Data changes on the bus are synchronized with both edges of the RWDS signal. You should also not forget that the data generated by the memory is synchronized by the RWDS signal on the front. As a result, for correct reading, RWDS should be shifted by 90 degrees:


RWDS signal delay relative to data signal

Data reading / reading begins at the address specified in the CA. The address with each received / issued word is incremented by 2. The transaction ends when the clock signal stops and the chipset deassert stops.

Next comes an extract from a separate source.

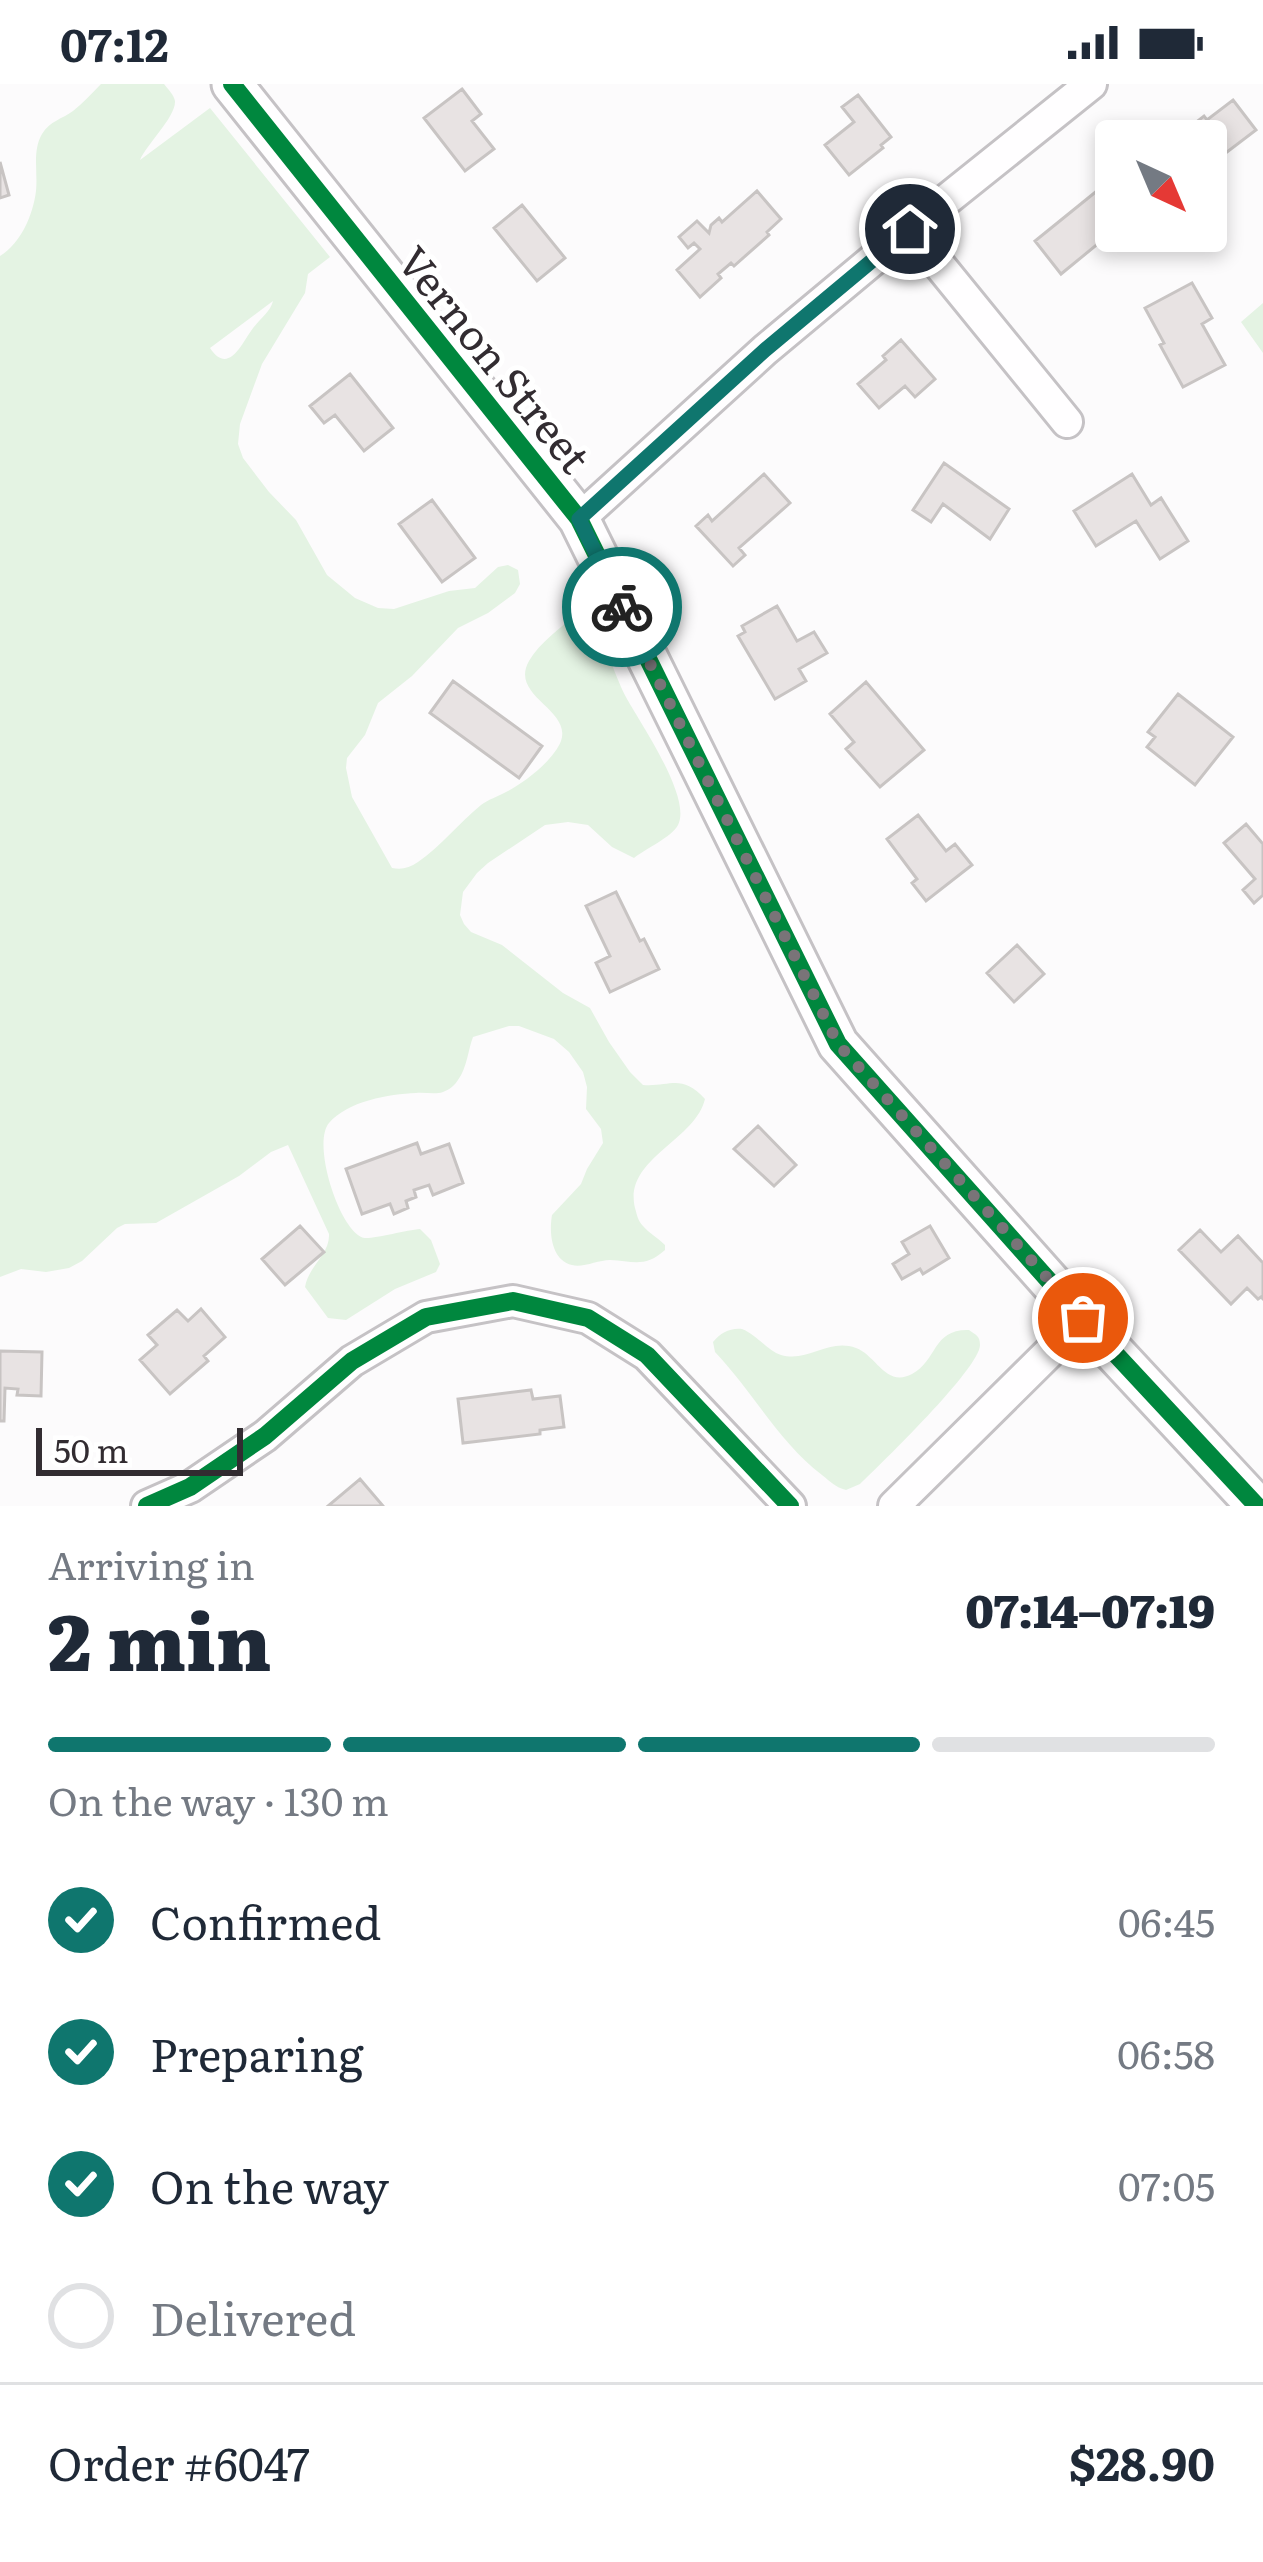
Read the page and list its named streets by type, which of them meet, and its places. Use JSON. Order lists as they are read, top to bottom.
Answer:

We note several features of the work. First, when the address goes over the maximum value, data starts to be output / recorded in an indefinite manner. Therefore, you should not access the memory of transactions that overflow the address counter. Second, the microcircuit limits the duration of the transaction, since periodic recharging of the memory elements is required. Maximum durations depend on temperature and are given in the specification. In the toughest case, in one transaction at a speed of 166 MHz, you can read / write a little more than 300 bytes.

The device has two registers: information and configuration. The information register provides us with information about the manufacturer and type of device (HyperRAM / HyperFLASH), the number of rows, columns and crystals of the device. The configuration register allows configuring the output impedance, packet length in the packet data access mode, latency type (constant / variable), and also allows you to set the delay value and put the device into low power consumption mode (Deep Power Down).

At first glance, the question may arise: how do I read the value of the configuration register with information about the delay, if this delay is unknown at the time of reading? For this it is necessary to take into account that the data output is synchronized by the memory along the RWDS line. And, in fact, the actual value of the delay is not taken into account anywhere, since the data capture scheme is source-synchronous. And in the transaction record, on the contrary, we must count the cycles before issuing data, depending on the value of latency and the state of the RWDS signal.

Here is an example of parsing the values ​​of the configuration registers:

findings

In general, the memory interface HyperBUS left only pleasant impressions. On the FPGA, working with it is fairly simple and the developed module is not at all resource-intensive. The only current drawback is the limited range of microcontrollers with HyperBUS. So we will wait for the interface support by a large number of vendors and uniquely implement it in our (and in your :-) future projects.